Al alba no hubo fresca que aliviara el bochorno.
Las ovejas se apretaban unas a otras, nerviosas, venga a balar. No hacía mucho
que las había esquilado y sus cuerpos limpios aún lucían los rastros del recorte.
Así peladas tenían más cara de niñas. Estaban hambrientas y se lo hacían saber.
Encendió la radio. Las noticias sobre el incendio
eran malas. La sequedad extrema, la maleza abandonada, aquellos calores…
Cualquier cosa podía prender aquella yesca que, sin embargo, su rebaño ayudaba
a controlar. A nadie extrañó que con los estallidos de rayos secos el monte
ardiera.
Manténganse en sus casas pendientes de los avisos
de las autoridades, la situación es de riesgo extremo.

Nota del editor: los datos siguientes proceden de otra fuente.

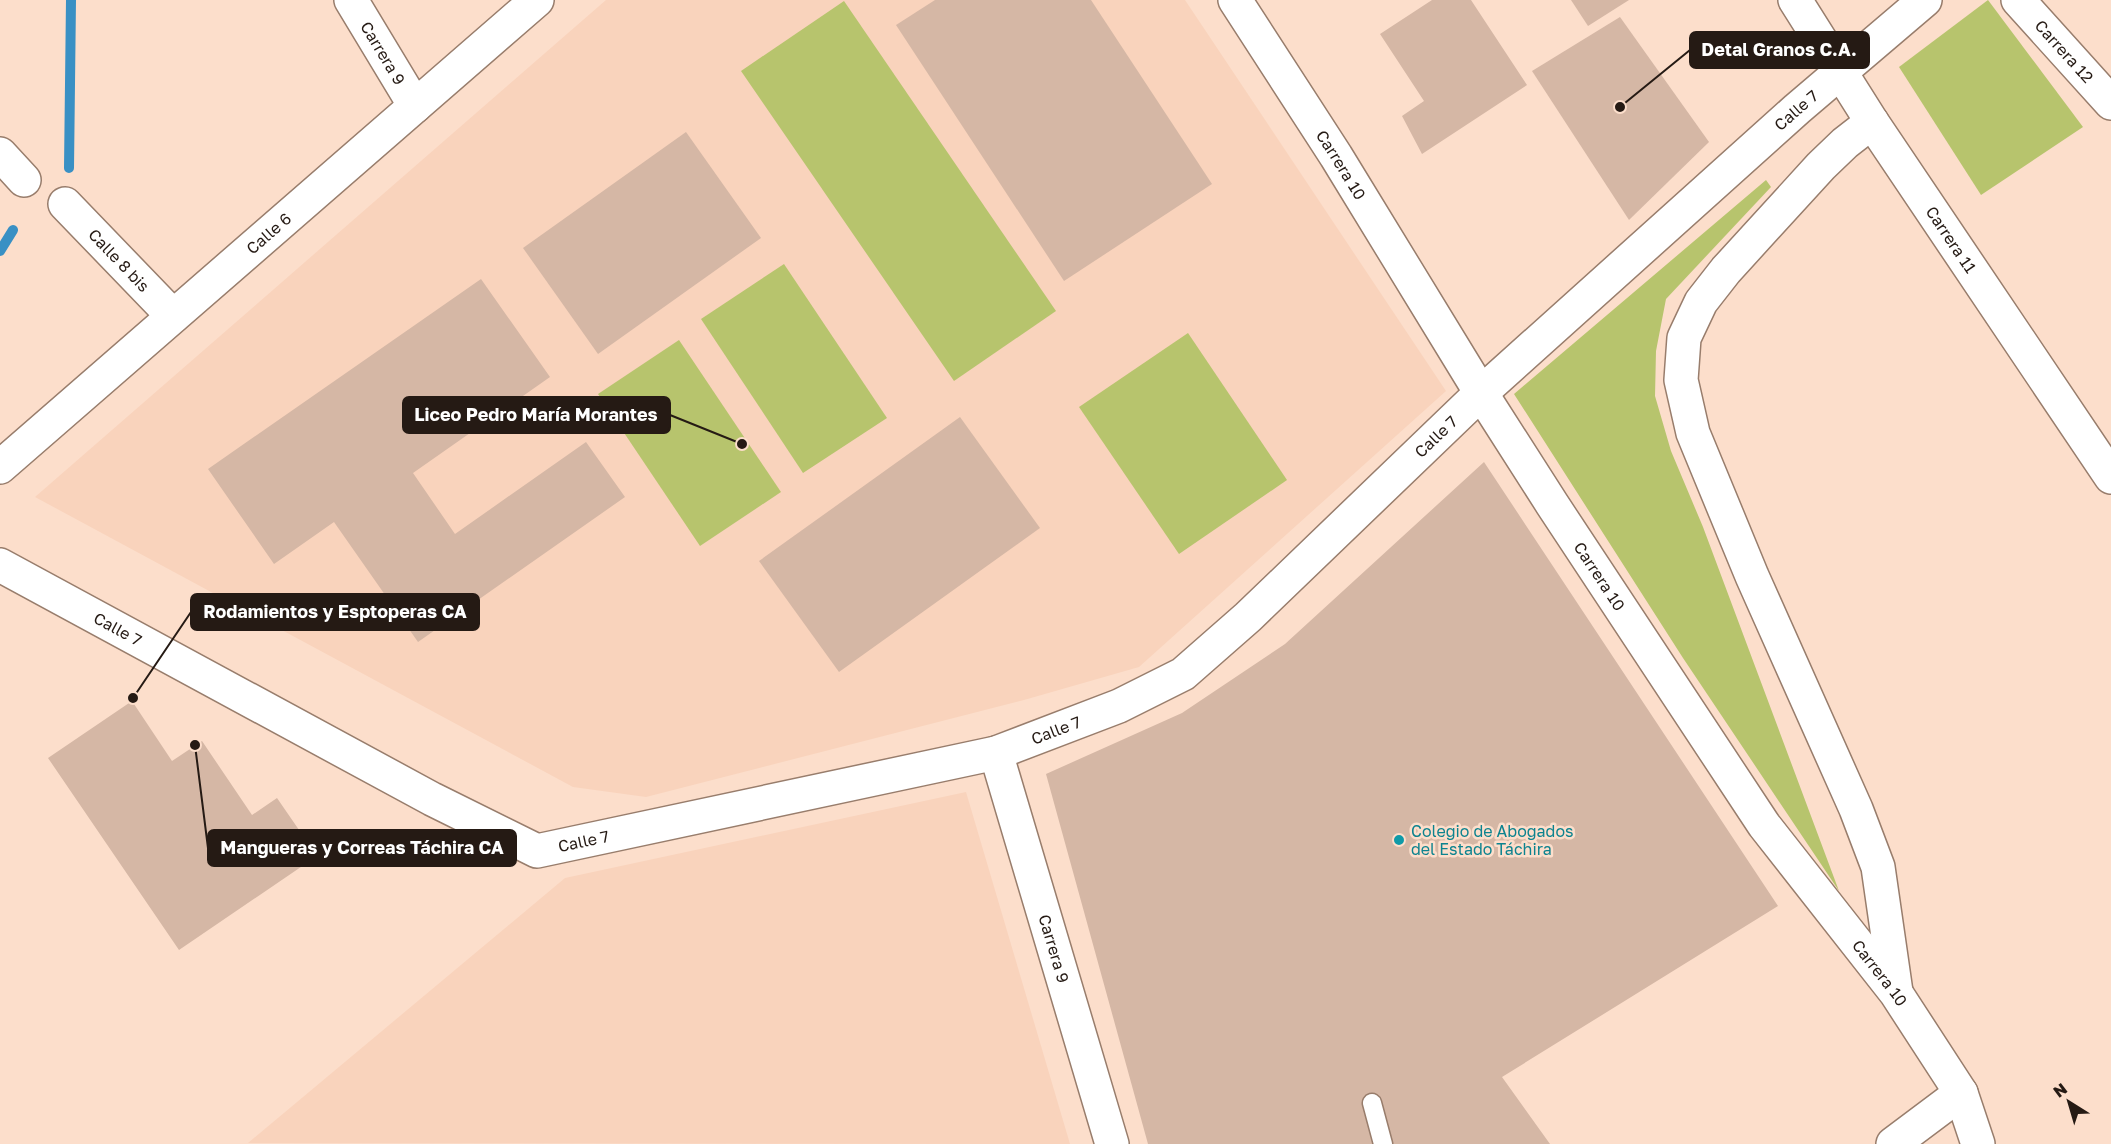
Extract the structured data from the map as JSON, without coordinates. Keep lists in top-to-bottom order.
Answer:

Quedó toda la mañana quieto entre el ganado y los
perros. Echó a las ovejas los restos de unas pacas de alfalfa pajiza y unos
puñados de pienso con los que engañar aquellos estómagos. A medio día los bichos
ya proferían baladros. Rediós, tenían que pastar. Nada tenía almacenado a
comienzos del verano… Había que salir a que se alimentaran y bebieran en el
arroyo.
Oteó el horizonte. Seguramente podría bajar por Los
Linares, aprovechar las últimas rastrojeras, pasar por El Carrizal y llegar a
Los Pozones, que es todo ello zona menos seca. El berrido del carnero acalló
sus últimas dudas. Llenó el botellón de agua, se cruzó el morral y agarrando la
cayada abrió la portilla. Al pasar por la fuente mojó el pañuelo y lo atrampó
con la gorra para proteger la nuca de aquella inmisericorde canícula. Ver andar
a los animales le sosegó el corazón. El viento…, no tanto.